MIT Develops Infrared Chip to Enhance Gas and Heat Detection

Infrared cameras can detect things invisible to the naked eye, like gas leaks from pipelines, chemicals in the air, or heat escaping from buildings. However, advanced infrared light sensing still requires costly and large systems. Researchers at MIT have developed a chip-based optical device capable of dynamically controlling incoming infrared light, functioning as a tunable lens that enhances infrared camera capabilities. Each microscopic pixel of the lens can independently adjust infrared light, allowing for focus changes and detection of various signals without moving parts.

This innovation is detailed in a paper published in Nature Communications. The researchers demonstrated a lab-scale version using mostly standard manufacturing techniques in a semiconductor chip factory, indicating potential scalability for industrial production. This technology could lead to compact, adaptable infrared cameras for thermal imaging, chemical analysis, pollution monitoring, and new optical computing methods.

“This could provide more data as we explore space or assist with environmental protection by monitoring specific atmospheric compounds,” states first author Cosmin-Constantin Popescu PhD ’25. “Thermal imaging and military applications using night vision goggles are other possibilities. Many organic molecules absorb in the mid-infrared wavelength, and this system could detect them.”
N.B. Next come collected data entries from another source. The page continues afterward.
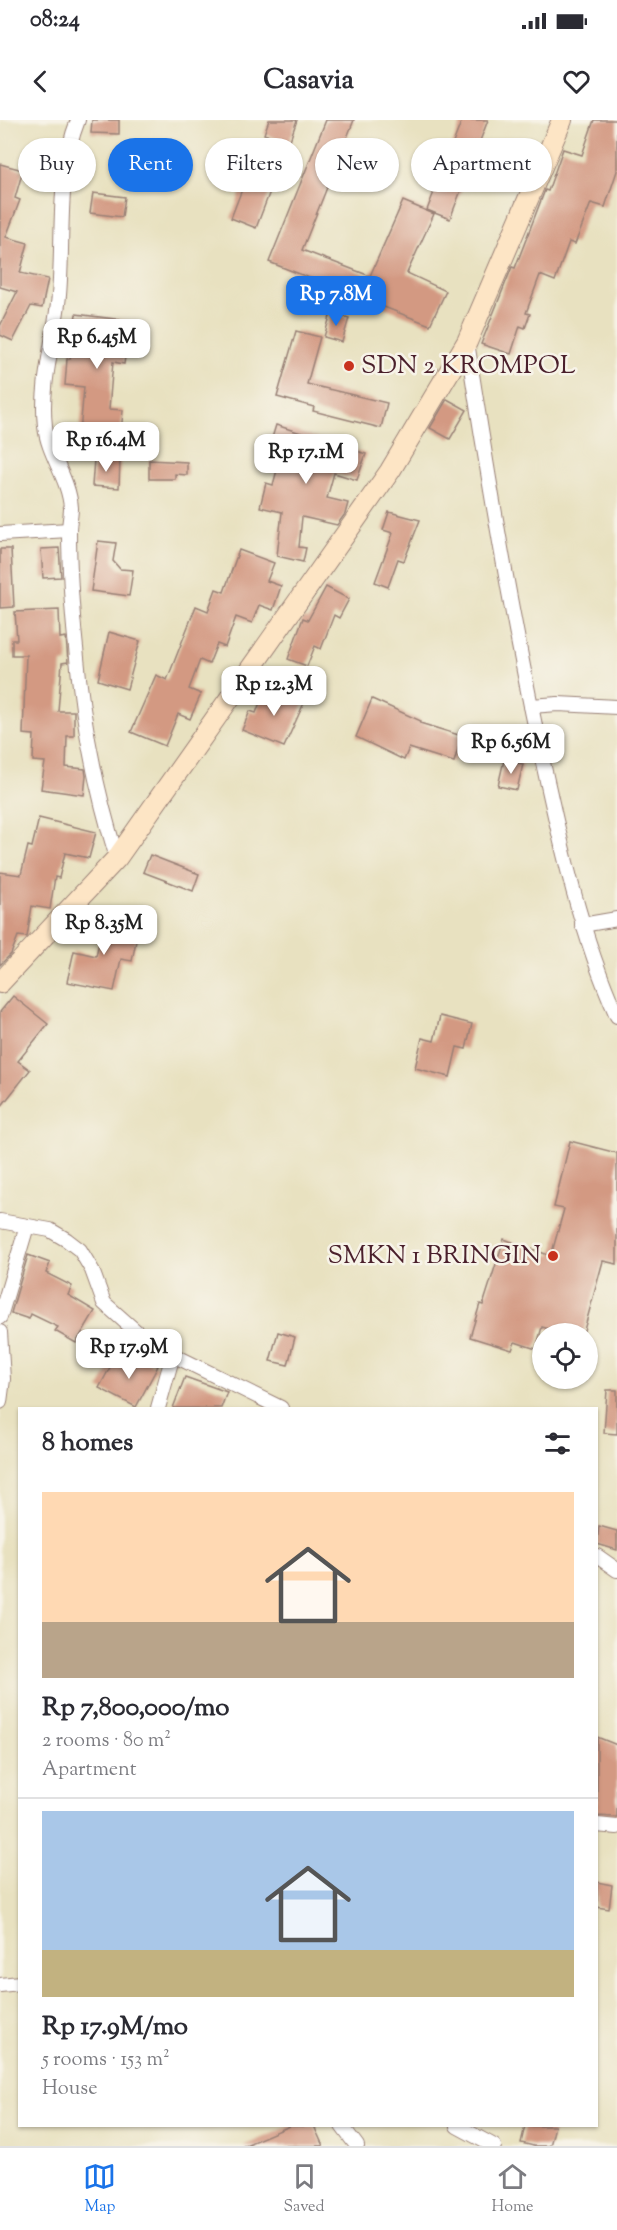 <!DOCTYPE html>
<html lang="en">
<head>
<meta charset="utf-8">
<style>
	:root { --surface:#fff; --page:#f7f7f7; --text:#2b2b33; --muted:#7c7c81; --line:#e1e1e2; --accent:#1a73e8 }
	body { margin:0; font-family:"Sorts Mill Goudy",serif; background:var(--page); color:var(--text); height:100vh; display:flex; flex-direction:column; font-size:22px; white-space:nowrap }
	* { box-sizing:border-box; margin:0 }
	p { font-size:20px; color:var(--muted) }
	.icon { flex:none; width:33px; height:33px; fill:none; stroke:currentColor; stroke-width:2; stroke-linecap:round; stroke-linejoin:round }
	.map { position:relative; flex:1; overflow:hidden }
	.panel { position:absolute; left:18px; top:1287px; width:580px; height:720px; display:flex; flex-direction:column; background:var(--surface); border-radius:0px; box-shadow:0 2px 4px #0004 }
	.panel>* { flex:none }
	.top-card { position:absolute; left:18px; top:18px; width:582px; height:54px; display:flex; gap:12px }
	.buttons { position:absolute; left:532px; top:1203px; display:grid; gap:12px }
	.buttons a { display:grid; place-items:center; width:66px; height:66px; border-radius:50%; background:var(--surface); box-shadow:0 2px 4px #0004; font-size:30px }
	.price { position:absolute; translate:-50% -51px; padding:0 14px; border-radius:12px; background:#fff; color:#222; font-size:20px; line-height:39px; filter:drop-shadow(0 2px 3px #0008) }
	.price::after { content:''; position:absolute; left:50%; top:36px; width:18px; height:14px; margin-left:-9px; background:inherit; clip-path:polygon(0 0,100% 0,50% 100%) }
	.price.active { background:var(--accent); color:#fff }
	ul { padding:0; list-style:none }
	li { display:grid; align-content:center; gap:12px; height:318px; padding:0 24px }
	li+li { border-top:2px solid var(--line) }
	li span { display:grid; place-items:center; height:186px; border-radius:0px; color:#555 }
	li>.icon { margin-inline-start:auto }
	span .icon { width:108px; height:108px; fill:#fffc; stroke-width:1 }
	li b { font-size:26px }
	h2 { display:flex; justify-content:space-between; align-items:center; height:72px; padding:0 24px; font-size:26px }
	.tag { padding:0 21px; border-radius:27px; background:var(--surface); box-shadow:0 2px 4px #0004; font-size:21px; line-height:54px }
	.tag.active { background:var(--accent); color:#fff }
	.status { display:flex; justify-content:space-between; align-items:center; height:42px; padding:0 30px; background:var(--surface); direction:ltr }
	.status svg { height:16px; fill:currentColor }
	header { display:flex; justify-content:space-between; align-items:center; height:78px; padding:0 24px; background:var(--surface); font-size:27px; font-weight:700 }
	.tabs { display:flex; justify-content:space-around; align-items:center; height:84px; border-top:2px solid var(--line); background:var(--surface); font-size:16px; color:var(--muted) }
	.tabs a { display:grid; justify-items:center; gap:3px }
	.tabs .active { color:var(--accent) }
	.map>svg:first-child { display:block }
</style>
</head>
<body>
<div class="status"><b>08:24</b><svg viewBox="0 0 49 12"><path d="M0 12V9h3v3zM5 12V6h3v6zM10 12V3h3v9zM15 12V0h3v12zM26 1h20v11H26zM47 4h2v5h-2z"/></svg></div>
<header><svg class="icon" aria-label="back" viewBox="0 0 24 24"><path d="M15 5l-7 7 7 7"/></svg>Casavia<svg class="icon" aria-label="heart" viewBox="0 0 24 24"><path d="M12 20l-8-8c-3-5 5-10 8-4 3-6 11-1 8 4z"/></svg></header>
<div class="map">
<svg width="617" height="2026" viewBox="0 0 617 2026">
	<rect width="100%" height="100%" fill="#f7f3e8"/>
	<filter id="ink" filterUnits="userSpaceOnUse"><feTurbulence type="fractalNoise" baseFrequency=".0167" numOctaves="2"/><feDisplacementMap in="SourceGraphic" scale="12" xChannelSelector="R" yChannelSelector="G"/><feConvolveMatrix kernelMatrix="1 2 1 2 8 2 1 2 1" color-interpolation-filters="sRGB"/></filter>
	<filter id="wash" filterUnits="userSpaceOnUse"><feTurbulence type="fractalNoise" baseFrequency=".008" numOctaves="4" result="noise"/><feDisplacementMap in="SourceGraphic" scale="24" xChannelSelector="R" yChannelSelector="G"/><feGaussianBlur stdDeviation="1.35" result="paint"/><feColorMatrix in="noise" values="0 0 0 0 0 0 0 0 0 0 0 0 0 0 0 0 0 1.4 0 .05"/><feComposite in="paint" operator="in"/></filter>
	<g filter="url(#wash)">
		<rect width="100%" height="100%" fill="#e8e1c0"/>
		<g id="blocks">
			<!-- building -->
			<g fill="#d39982">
				<path d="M92 0H119V14L91 13Z"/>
				<path d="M269 0H297L289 23 264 14Z"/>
				<path d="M326 0H354L302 130 370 156 403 81 434 94 407 153 446 171 430 205 269 142Z"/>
				<path d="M462 0H488L450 99 427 90Z"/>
				<path d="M594 0H617V51L605 87 591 83 575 124 569 122 555 161 540 155 526 193 530 194 525 208 520 206 511 234 481 224 512 147 515 148 545 70 548 71 563 29 582 35Z"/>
				<path d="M0 44 23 50 15 78 20 80 6 117 28 123 20 153 48 159 42 188 31 186 13 221 0 215V206L17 172 0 167Z"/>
				<path d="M249 51 274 61 256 108 231 98Z"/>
				<path d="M93 73 125 77 122 97 90 93Z"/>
				<path d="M331 193 349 198 342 222 324 217Z"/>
				<path d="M76 194 130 201 124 244 113 242 109 289 123 290 121 315 80 312 84 267 65 265 67 239H70Z"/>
				<path d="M296 211 320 217 307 264 387 283 381 308 313 291 314 287 277 277Z"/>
				<path d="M447 279 467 290 450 319 430 308Z"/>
				<path d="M276 305 366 334 357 360 334 353 327 378 348 383 345 394 337 405 302 397 299 427 306 428 303 442 277 436 282 392 260 387 266 363 273 365 281 335 268 331Z"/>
				<path d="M94 339H120L119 368 92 366Z"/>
				<path d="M149 340 187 342V355L175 354V359H149Z"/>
				<path d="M389 392 420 400 404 441 398 439 388 467 375 462 393 413 383 410Z"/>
				<path d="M98 421 116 423 113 441 120 449 133 450 129 476 91 471Z"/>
				<path d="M59 428 61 457 43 458 41 429Z"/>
				<path d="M0 429H11L14 487 0 488Z"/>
				<path d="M239 430 274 443 267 461 281 466 273 490 259 485 252 503 236 497 225 527 217 524 209 544 200 540 189 569 201 574 190 599 178 594 165 626 131 612 156 555 167 560 196 486 208 491 216 469 224 472Z"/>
				<path d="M326 467 349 479 339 498 334 495 321 529 315 526 307 546 288 539 303 498 308 500Z"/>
				<path d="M59 490 60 518 66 517 68 542 62 543 58 591H74V616H67L66 647 85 649 86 656 84 675 41 669 45 642 33 641 34 615 23 614 26 535H12V520H17L15 492Z"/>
				<path d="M109 512 140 521 127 569 98 560Z"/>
				<path d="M266 567 304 583 284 627 242 610 250 591 256 593Z"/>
				<path d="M372 579 421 601 420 603 462 616 454 642 409 628 404 640 356 617Z"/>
				<path d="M504 640 523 644 517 670 498 666Z"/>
				<path d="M39 698 96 712 89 738 65 733 59 758 55 757 50 789 32 786 27 817 18 816 11 834 0 845V752L21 755 28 726 32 727Z"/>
				<path d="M150 735 199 754 193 771 143 752Z"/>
				<path d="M111 791 127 794 123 813 137 816 132 841 121 839 114 871 67 862 74 831 96 836 102 808 106 809Z"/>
				<path d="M13 876 48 904 18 941 30 950 0 988V892Z"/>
				<path d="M440 896 472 904 466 929 457 927 450 957 415 948 422 918 434 921Z"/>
				<path d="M570 1021 617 1033V1144L603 1141 583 1214H567L542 1207 536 1229 515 1222 512 1230 470 1217 480 1184 483 1185 504 1119 551 1136 564 1089 554 1087Z"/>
				<path d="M28 1135 50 1143 46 1153 72 1166 68 1175 95 1191 76 1223 55 1211 58 1207 31 1194 29 1199 11 1193Z"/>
				<path d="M278 1212 295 1217 288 1245 270 1241Z"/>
				<path d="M137 1236 158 1246 136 1287 99 1268 115 1238 132 1247Z"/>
				<path d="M185 1257 227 1272 221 1288H173Z"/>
				<path d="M607 1270H617V1314L604 1313Z"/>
				<path d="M599 1406 617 1411V1430L597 1424Z"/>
				<path d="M597 1617 617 1625V1697L597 1696Z"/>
				<path d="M597 1762 612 1765 609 1789 597 1787Z"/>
				<path d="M290 2006H314L323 2026H243Z"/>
				<path d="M525 2006H555L550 2026H534L521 2023Z"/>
			</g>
		</g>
	</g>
	<g filter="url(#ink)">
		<use href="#blocks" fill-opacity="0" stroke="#998076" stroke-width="1.5"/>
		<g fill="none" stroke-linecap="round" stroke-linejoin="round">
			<!-- street casing -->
			<g stroke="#998076" stroke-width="16">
				<g id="street">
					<path d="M78 0C56 55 64 117 59 175 55 218 40 263 45 306 48 335 69 358 71 388 71 395 69 403 69 411 69 449 72 490 76 528 82 599 96 670 117 738"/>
					<path d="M467 222C488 358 511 494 540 629 560 720 579 811 617 896"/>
					<path d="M0 414 69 410"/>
					<path d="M531 586 558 584 617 587"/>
					<path d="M582 805 617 799"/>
					<path d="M0 1101 50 1110 67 1120 80 1130 92 1150 104 1183 139 1214 173 1235 281 1288"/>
					<path d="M0 1197 27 1106"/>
					<path d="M0 1212 3 1259 0 1282"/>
					<path d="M158 1288 173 1235"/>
					<path d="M597 1436 617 1450"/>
					<path d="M597 1705 617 1707"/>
					<path d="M0 1865 20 1863"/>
					<path d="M342 2006 357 2026"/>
					<path d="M457 2006 494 2026"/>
				</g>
			</g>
			<!-- secondary casing -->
			<g stroke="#998076" stroke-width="22">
				<path id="secondary" d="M0 863 117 738 390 351 467 222 562 0"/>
			</g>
			<!-- street -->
			<use href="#street" stroke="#fff" stroke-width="14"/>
			<!-- secondary -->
			<use href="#secondary" stroke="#fde5c5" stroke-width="20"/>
		</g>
	</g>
	<!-- markers -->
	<g fill="#c8321e" stroke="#f7f3e8" stroke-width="2">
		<circle cx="349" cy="246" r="6"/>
		<circle cx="553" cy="1136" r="6"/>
	</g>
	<g text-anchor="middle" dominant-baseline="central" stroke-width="5" stroke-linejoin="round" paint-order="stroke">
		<!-- poi labels -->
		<g font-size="26" fill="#4a1f2b" stroke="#f7f3e8" text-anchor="start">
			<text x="361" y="246">SDN 2 KROMPOL</text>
			<text x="541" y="1136" text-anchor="end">SMKN 1 BRINGIN</text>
		</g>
	</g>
</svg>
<div class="buttons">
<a><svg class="icon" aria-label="locate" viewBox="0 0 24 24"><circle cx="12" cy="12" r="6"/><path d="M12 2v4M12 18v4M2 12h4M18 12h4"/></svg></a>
</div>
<b class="price active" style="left:336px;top:207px">Rp 7.8M</b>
<b class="price" style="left:97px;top:250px">Rp 6.45M</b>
<b class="price" style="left:106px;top:353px">Rp 16.4M</b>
<b class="price" style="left:306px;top:365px">Rp 17.1M</b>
<b class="price" style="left:274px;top:597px">Rp 12.3M</b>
<b class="price" style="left:511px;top:655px">Rp 6.56M</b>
<b class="price" style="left:104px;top:836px">Rp 8.35M</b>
<b class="price" style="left:129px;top:1260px">Rp 17.9M</b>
<div class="top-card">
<a class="tag">Buy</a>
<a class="tag active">Rent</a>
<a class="tag">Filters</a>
<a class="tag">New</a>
<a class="tag">Apartment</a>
</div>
<section class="panel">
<h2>8 homes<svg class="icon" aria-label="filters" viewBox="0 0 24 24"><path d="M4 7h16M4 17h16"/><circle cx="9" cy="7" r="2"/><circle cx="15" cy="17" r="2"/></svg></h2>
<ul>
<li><span style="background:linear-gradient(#ffd9b3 70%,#b9a48a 0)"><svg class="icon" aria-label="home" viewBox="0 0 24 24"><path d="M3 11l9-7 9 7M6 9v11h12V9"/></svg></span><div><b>Rp 7,800,000/mo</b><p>2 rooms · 80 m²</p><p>Apartment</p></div></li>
<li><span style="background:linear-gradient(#a9c7e8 75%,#c2b280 0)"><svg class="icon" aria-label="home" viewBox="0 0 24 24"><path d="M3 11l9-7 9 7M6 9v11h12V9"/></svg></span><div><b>Rp 17.9M/mo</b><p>5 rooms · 153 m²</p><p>House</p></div></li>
</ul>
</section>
</div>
<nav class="tabs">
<a class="active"><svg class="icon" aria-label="map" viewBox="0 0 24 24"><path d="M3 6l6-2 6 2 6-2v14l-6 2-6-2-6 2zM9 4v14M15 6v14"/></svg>Map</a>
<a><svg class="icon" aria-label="saved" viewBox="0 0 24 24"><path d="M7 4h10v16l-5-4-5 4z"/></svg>Saved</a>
<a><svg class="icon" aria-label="home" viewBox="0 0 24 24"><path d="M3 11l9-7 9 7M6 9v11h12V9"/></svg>Home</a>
</nav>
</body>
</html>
Popescu collaborated with MIT PhD students Maarten Robbert Anton Peters and Khoi Phuong Dao; Dynasil scientists Oleg Maksimov and Harish Bhandari; University of Central Florida PhD candidate Kathleen Richardson and scientist Rashi Sharma; University of Washington Professor Arka Majumdar; Korea Advanced Institute of Science and Technology Associate Professor Hyun Jung Kim; MIT postdoc Rui Chen; Luigi Ranno PhD ’25; Brian Mills ’20, PhD ’26; Draper Laboratory scientist Dennis Calahan; MIT principal investigator Tian Gu; and Juejun Hu, MIT’s John F. Elliott Professor of Materials Science and Engineering.

In recent years, researchers have developed techniques to dynamically control light using microscopic patterns on transparent materials called “metasurfaces,” leading to more compact, programmable cameras and advanced optical devices. Hu’s group at MIT has been experimenting with metasurfaces that transition from solid to liquid when heated, enabling control over light interactions. In 2021, Hu and collaborators designed a miniature lens that could adjust its focus through such phase changes.

Their previous device functioned reliably but could only adjust focus uniformly across the material, typical of most metasurfaces. The new study aims to enhance this by allowing independent light control at each microscopic pixel. “Most active metasurfaces need wiring to each pixel, complicating wire routing,” Hu explains. “The best solution so far is one-dimensional pixel control with multiple wires.”

The researchers wanted their system to work with mid-infrared light, useful for detecting heat signatures and molecules like methane and propane. Mid-infrared devices already find gas leaks and study Earth’s atmosphere, with applications in defense and aerospace.

To develop their system, they adapted a method from displays, using two layers of copper wires arranged perpendicularly. Below the wires, doped silicon generates heat at wire intersections and sits atop the phase-change material. This heat alters each pixel’s structure, changing its interaction with infrared light. The silicon also includes a diode selector to prevent current leakage to neighboring pixels.

“We calculated that this architecture allows scaling to potentially millions of pixels without current issues,” Hu says. “The crossbar architecture is a scalable way to increase pixel-level metasurface switching. While not invented by us, it’s the first time used for active phase-change metasurfaces to achieve pixel-level control.”

Working with MIT.nano and a semiconductor chip factory, the researchers created a two-dimensional system with a 6-by-6 metasurface pixel array. Their system switched on and off reliably during tests. “This mesh architecture proved very resilient,” Popescu says. “You want it to switch many times, maybe tens of thousands, not just once.”

Integrating their design into existing semiconductor manufacturing could help transition from prototype to production. “Scaling requires a consistent process, making chip foundry manufacturing crucial,” Hu says. “Working with a semiconductor foundry offers well-defined process control and allows integrating components into a single efficient process.”

The team is expanding their pixel array and developing more robust systems to capture more infrared data. “When imaging, prior knowledge of what you’re seeking can help,” Hu notes. “You might look for a person in darkness or specific image features, and this system can highlight those.”

Hu mentions metasurfaces have been used to simulate computational neural networks driving AI systems, though practical applications may be distant. “This could enhance optical computing by encoding network weights in neural networks,” Hu explains. “Light interacting with the metasurface encodes information for computational results. Researchers have used this to emulate complex neural networks.”

The research received support from the U.S. Air Force, the U.S. National Science Foundation, the National Research Foundation of Korea, and the Draper Scholar Program.